Agent libraries often lack usability. While implementing directly with LLM Provider SDKs offers better code-level observability, the absence of strong standalone agent monitoring tools paradoxically makes the integrated observability within some libraries (like LangSmith) highly valuable.

LangGraph

  • The potential of its graph state and edge definition is genuinely high.
  • Using LangSmith again was a truly positive experience; it remains excellent.
  • However, its LangChain foundation resulted in a very poor usability experience, making me unlikely to use it again.
  • Specific issues arose when using LangChain with Gemini via an OpenAI-compatible proxy, particularly around controlling structured output and function calling parameters.
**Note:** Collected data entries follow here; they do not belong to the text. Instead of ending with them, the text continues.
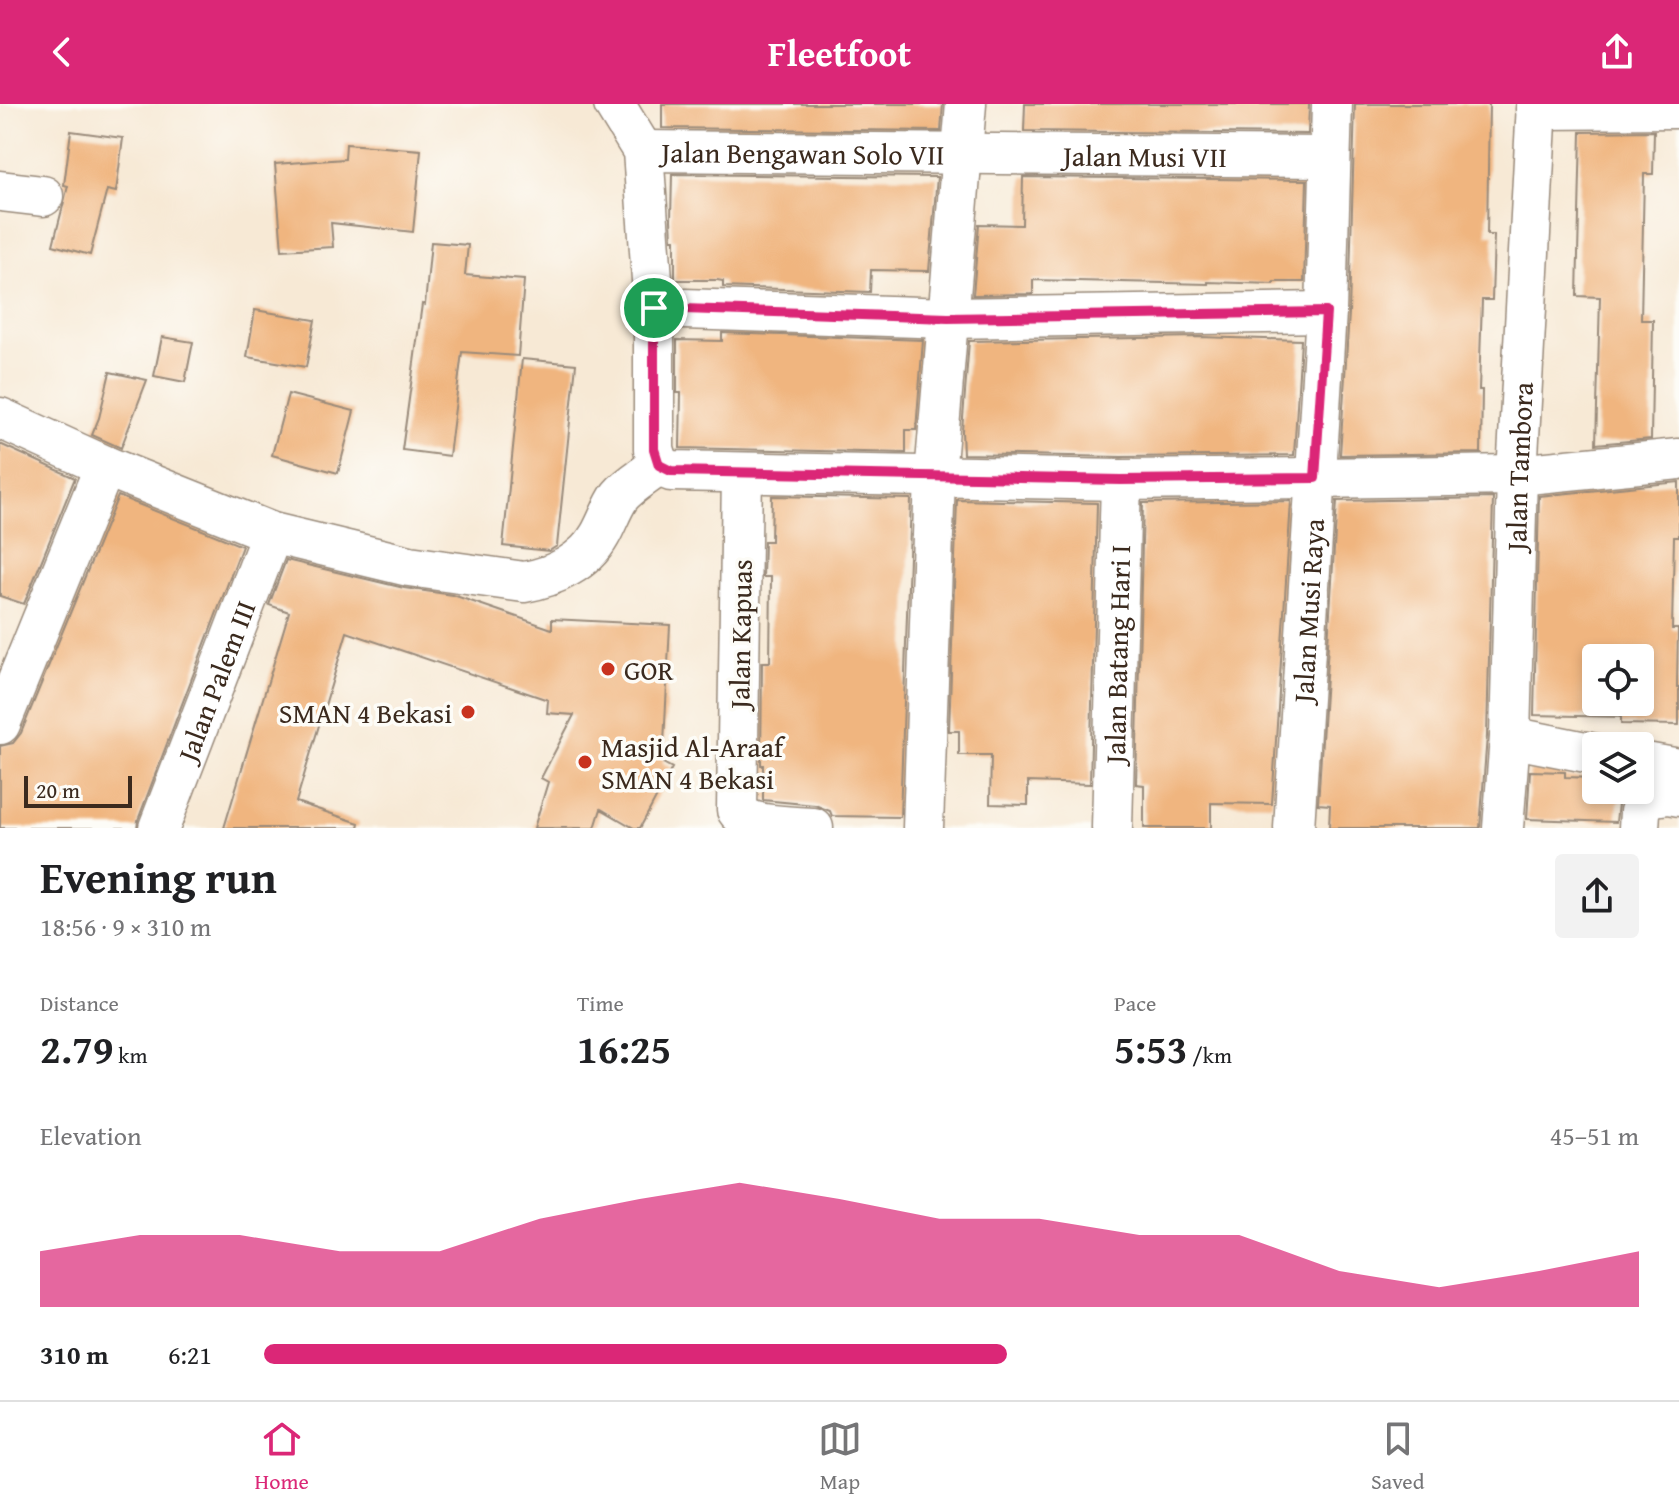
<!DOCTYPE html>
<meta charset="utf-8">
<style>
:root{--surface:#fff;--page:#f2f2f2;--text:#202124;--muted:#757577;--line:#e0e0e0;--accent:#db2777}
body{margin:0;font-family:"Gentium Book Plus",serif;background:var(--page);color:var(--text);height:100vh;display:flex;flex-direction:column;font-size:30px;white-space:nowrap}
*{box-sizing:border-box;margin:0}
p{font-size:26px;color:var(--muted)}
.icon{flex:none;width:44px;height:44px;fill:none;stroke:currentColor;stroke-width:2;stroke-linecap:round;stroke-linejoin:round}
.map{position:relative;height:724px;overflow:hidden}
.drawer{display:flex;flex-direction:column;background:var(--surface);flex:1}
.drawer>*{flex:none}
.fabs{position:absolute;left:1582px;top:540px;display:grid;gap:16px}
.fabs a{display:grid;place-items:center;width:72px;height:72px;border-radius:8px;background:var(--surface);box-shadow:0 4px 12px #0003;font-size:40px}
.scale{position:absolute;left:24px;bottom:20px;width:108px;box-sizing:border-box;padding-left:8px;border:4px solid #3b2a1e;border-top:0;font-size:22px;line-height:28px;white-space:nowrap;color:#3b2a1e;-webkit-text-stroke:6px #fdfcf7;paint-order:stroke}
.pin{position:absolute;display:grid;place-items:center;width:68px;height:68px;color:#fff;margin:-34px;border:4px solid #fff;border-radius:50%;box-shadow:0 2px 8px #0007}
.round{display:grid;place-items:center;flex:none;width:84px;height:84px;border-radius:8px;background:var(--page)}
.head{display:flex;align-items:center;justify-content:space-between;height:136px;padding:0 40px}
h1{font-size:44px;font-weight:800;line-height:60px}
.stats{display:grid;grid-template-columns:repeat(3,1fr);gap:12px;height:136px;padding:8px 40px}
.stats div{display:grid;align-content:center}
.stats b{font-size:40px;font-weight:800}
.stats small{font-size:22px;font-weight:400}
.stats p{font-size:22px}
.chart{height:224px;padding:16px 40px}
.chart p{display:flex;justify-content:space-between}
.chart svg{width:100%;height:144px;margin-top:8px;fill:var(--accent);opacity:.7}
ul{padding:0 40px;list-style:none;font-size:26px}
li{display:grid;grid-template-columns:128px 96px 1fr;align-items:center;height:60px}
li i{height:20px;border-radius:10px;background:var(--accent)}
header{display:flex;justify-content:space-between;align-items:center;height:104px;padding:0 40px;background:var(--accent);color:#fff;font-size:36px;font-weight:800}
.tabs{display:flex;justify-content:space-around;align-items:center;height:112px;border-top:2px solid var(--line);background:var(--surface);font-size:22px;color:var(--muted)}
.tabs a{display:grid;justify-items:center;gap:4px}
.tabs .on{color:var(--accent)}
.map>svg:first-child{display:block}
.building{fill:#f0b57f;fill-rule:evenodd}
.lines{fill:none;stroke-linecap:round;stroke-linejoin:round}
.street-casing{stroke:#998a7a;stroke-width:43}
.street{stroke:#fff;stroke-width:40}
.route-casing{stroke:#fff;stroke-width:16}
.route{stroke:#db2777;stroke-width:10}
.poi-dot{fill:#c8321e;stroke:#fdfcf7;stroke-width:3}
.labels{text-anchor:middle;dominant-baseline:central;stroke-width:7;stroke-linejoin:round;paint-order:stroke}
.street-label{font-size:28px;fill:#3b2a1e;stroke:#fdfcf7}
.poi-label{font-size:28px;fill:#3b2a1e;stroke:#fdfcf7;text-anchor:start}
</style>
<header><svg class="icon" aria-label="back" viewBox="0 0 24 24"><path d="M15 5l-7 7 7 7"/></svg>Fleetfoot<svg class="icon" aria-label="share" viewBox="0 0 24 24"><path d="M12 15V3M7 8l5-5 5 5M5 13v7h14v-7"/></svg></header>
<div class="map">
<svg width="1679" height="724" viewBox="0 0 1679 724">
<rect width="100%" height="100%" fill="#fdfcf7"/>
<filter id="ink" filterUnits="userSpaceOnUse"><feTurbulence type="fractalNoise" baseFrequency=".0125" numOctaves="2"/><feDisplacementMap in="SourceGraphic" scale="16" xChannelSelector="R" yChannelSelector="G"/><feConvolveMatrix kernelMatrix="1 2 1 2 8 2 1 2 1" color-interpolation-filters="sRGB"/></filter>
<filter id="wash" filterUnits="userSpaceOnUse"><feTurbulence type="fractalNoise" baseFrequency=".006" numOctaves="4" result="noise"/><feDisplacementMap in="SourceGraphic" scale="32" xChannelSelector="R" yChannelSelector="G"/><feGaussianBlur stdDeviation="1.8" result="paint"/><feColorMatrix in="noise" values="0 0 0 0 0 0 0 0 0 0 0 0 0 0 0 0 0 1.4 0 .05"/><feComposite in="paint" operator="in"/></filter>
<g filter="url(#wash)">
<rect width="100%" height="100%" fill="#f7e9d5"/>
<g id="blocks">
<path class="building" d="M662 0H943L941 27 662 24Z
M1025 0H1309L1308 30 1024 27Z
M1355 0H1489L1487 131H1494L1492 196H1482L1479 286H1482L1481 349 1340 351 1349 209Z
M71 27 123 34 116 88 107 86 90 151 53 141 68 82 64 81Z
M1654 27 1653 70H1644L1641 216H1653L1651 335 1596 340 1600 193 1577 192 1581 28Z
M346 40 421 46 413 128 331 119 333 143 282 146 275 60 345 55Z
M672 70 937 73 929 167 871 166 870 188 723 183V177L717 176H675V135H672L671 116Z
M1023 73 1307 76 1304 178H1274V180L1208 178V180L1033 176V190L973 191 979 120 1022 121Z
M431 138 468 141 465 171 524 176 518 252 462 248 449 352 402 346 422 200 425 201Z
M255 206 315 216 306 263 247 253Z
M722 229 923 236 916 326H906V349L680 344 681 289H677V236L722 237Z
M162 233 193 238 185 278 154 272Z
M1199 233 1301 236 1294 351 1121 353 963 350 962 327 969 237Z
M522 255 576 260 557 442 549 447 503 442Z
M110 268 147 276 121 344 92 331 99 314Z
M288 290 354 307 338 369 272 351Z
M0 340 75 374 24 500 0 492Z
M1679 378V433H1674L1672 525H1678L1677 583H1679V621L1621 620V613L1534 611 1539 392ZM1596 554H1640V598H1596Z
M118 392 242 442 138 716 137 724H0V642L13 639 21 629Z
M772 392 911 395 900 713 832 712 830 707 815 701 763 696V661H761L762 558H770L771 473H763L764 437H771Z
M1493 394 1487 632 1480 724H1329L1330 701 1318 700 1337 397Z
M957 396 1097 399 1090 680 1028 678V701L990 700 991 651H959V627H949Z
M1291 397 1272 700 1211 699V724H1144V681L1136 680 1143 399Z
M286 456 404 484 453 491 552 525V515L670 521 663 659 672 664 640 724H634L601 705 595 724H534L548 678 541 674 574 611 547 609 548 596 347 528 296 698 359 719 358 724H224L289 508 269 501Z
M1530 667 1565 668V673L1596 674V686H1624L1618 700 1616 718 1527 715Z"/>
</g>
</g>
<g filter="url(#ink)">
<use href="#blocks" fill-opacity="0" stroke="#998a7a" stroke-width="2"/>
<g class="lines">
<g class="street-casing">
<g id="street">
<path d="M614 0 643 47 654 204V345L659 361"/>
<path d="M1536 5 1679 4"/>
<path id="s1" d="M643 47 1329 53"/>
<path d="M0 87 43 92"/>
<path d="M654 204 948 214 1326 208"/>
<path d="M0 314 105 362 272 429 409 462 524 478C554 473 585 458 600 431 607 419 612 403 620 392 630 380 647 371 659 361"/>
<path d="M659 361 671 367 1121 376 1315 374 1517 371 1679 355"/>
<path d="M742 369 737 706C748 724 792 722 813 724"/>
<path d="M0 620 105 362"/>
<path d="M1510 633 1596 650"/>
<path d="M1640 658 1679 665"/>
<path id="s2" d="M159 724 272 429"/>
<path d="M923 724 935 372 966 0"/>
<path id="s3" d="M1112 724 1121 376"/>
<path id="s4" d="M1294 724 1326 208 1332 0"/>
<path id="s5" d="M1503 724 1510 633 1517 371 1537 0"/>
<path d="M1639 724 1640 708 1646 693 1669 690 1679 692"/>
</g>
</g>
<use href="#street" class="street"/>
</g>
</g>
<g class="lines" filter="url(#ink)">
<g class="route-casing">
<path id="route" d="M654 204 948 214 1326 208 1315 374 1121 376 671 367 659 361 654 345Z"/>
</g>
<use href="#route" class="route"/>
</g>
<g class="poi-dot">
<circle cx="608" cy="565" r="8"/>
<circle cx="468" cy="608" r="8"/>
<circle cx="585" cy="658" r="8"/>
</g>
<g class="labels">
<g class="street-label">
<text stroke="none"><textPath href="#s1" startOffset="160">Jalan Bengawan Solo VII</textPath></text>
<text stroke="none"><textPath href="#s1" startOffset="502">Jalan Musi VII</textPath></text>
<text stroke="none"><textPath href="#s5" startOffset="362">Jalan Tambora</textPath></text>
<text stroke="none"><textPath href="#s4" startOffset="218">Jalan Musi Raya</textPath></text>
<text transform="translate(740 530) rotate(-89)">Jalan Kapuas</text>
<text stroke="none"><textPath href="#s3" startOffset="174">Jalan Batang Hari I</textPath></text>
<text stroke="none"><textPath href="#s2" startOffset="158">Jalan Palem III</textPath></text>
</g>
<g class="poi-label">
<text x="624" y="565">GOR</text>
<text x="452" y="608" text-anchor="end">SMAN 4 Bekasi</text>
<text x="601" y="642">Masjid Al-Araaf<tspan x="601" dy="32">SMAN 4 Bekasi</tspan></text>
</g>
</g>
</svg>
<div class="fabs">
<a><svg class="icon" aria-label="locate" viewBox="0 0 24 24"><circle cx="12" cy="12" r="6"/><path d="M12 2v4M12 18v4M2 12h4M18 12h4"/></svg></a>
<a><svg class="icon" aria-label="layers" viewBox="0 0 24 24"><path d="M12 4l9 5-9 5-9-5zM3 14l9 5 9-5"/></svg></a>
</div>
<div class="scale">20 m</div>
<div class="pin" style="left:654px;top:204px;background:#1e9e55"><svg class="icon" aria-label="arrive" viewBox="0 0 24 24"><path d="M6 21V4h12l-3 4 3 4H6"/></svg></div>
</div>
<section class="drawer">
<div class="head"><div><h1>Evening run</h1><p>18:56 · 9 × 310 m</p></div><a class="round"><svg class="icon" aria-label="share" viewBox="0 0 24 24"><path d="M12 15V3M7 8l5-5 5 5M5 13v7h14v-7"/></svg></a></div>
<div class="stats">
<div><p>Distance</p><b>2.79<small> km</small></b></div>
<div><p>Time</p><b>16:25</b></div>
<div><p>Pace</p><b>5:53<small> /km</small></b></div>
</div>
<div class="chart"><p><span>Elevation</span>45–51 m</p>
<svg viewBox="0 0 160 44" preserveAspectRatio="none"><path d="M0 44V27L10 22L20 22L30 27L40 27L50 17L60 11L70 6L80 11L90 17L100 17L110 22L120 22L130 33L140 38L150 33L160 27V44z"/></svg>
</div>
<ul>
<li><b>310 m</b>6:21<i style="width:54%"></i></li>
</ul>
</section>
<nav class="tabs">
<a class="on"><svg class="icon" aria-label="home" viewBox="0 0 24 24"><path d="M3 11l9-7 9 7M6 9v11h12V9"/></svg>Home</a>
<a><svg class="icon" aria-label="map" viewBox="0 0 24 24"><path d="M3 6l6-2 6 2 6-2v14l-6 2-6-2-6 2zM9 4v14M15 6v14"/></svg>Map</a>
<a><svg class="icon" aria-label="saved" viewBox="0 0 24 24"><path d="M7 4h10v16l-5-4-5 4z"/></svg>Saved</a>
</nav>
This consumed excessive time, recalling past frustrations requiring library code changes.
  • LangSmith itself, revisited since ‘23, is still unparalleled for agent-oriented observability among the available tools.

MCP

  • Working with MCP was unique due to its goal of setting a broad standard, but the ecosystem feels underdeveloped relative to the protocol’s significance.
  • Insufficient mcp-python-sdk documentation necessitated code analysis for understanding details (like low-level server use with Starlette), which is undesirable when caused by documentation gaps.
  • (I should acknowledge I haven’t contributed documentation back myself.)
  • Encountered Unicode encoding issues with large GRPC/SSE responses (solved by using dictionaries instead of Pydantic models), suggesting many might be using stdio, which is disappointing for wider adoption.

OpenAI Agents SDK

  • It delivered the expected Pydantic-based simplicity and potential for easy handoff/guardrail integration, but little else.
  • The lack of other useful features resulted in significant constraints.
  • It misses capabilities for complex agent state management.
  • Other limitations include slow OpenAI traces, no tagging, dependency on OpenAI infrastructure, and issues using LLM proxies (due to not following the standard chat completion spec), effectively tying users to OpenAI LLMs.

Google Gemini & Gen AI SDK

  • The Gemini model itself performs excellently (1M context, cost, performance).
  • However, the genai SDK and documentation lack clarity, especially compared to the high standard set by OpenAI’s SDK.
  • For instance, parallel tool calling exists but lacks clear configuration guidance, and function calling documentation was sparse, forcing reliance on prompt adjustments. OpenAI offers clearer control here.
  • The overall SDK experience (GenAI and Vertex AI) felt subpar (“quite poor”). Using an OpenAI-compatible interface via an LLM Proxy often seemed more convenient.

Conclusion

To implement the specific behavior I needed, using only the LLM Provider SDK was the most prudent choice and saved significant time. This need isn’t yet fully addressed by current agent libraries or abstract approaches (“vibe coding”).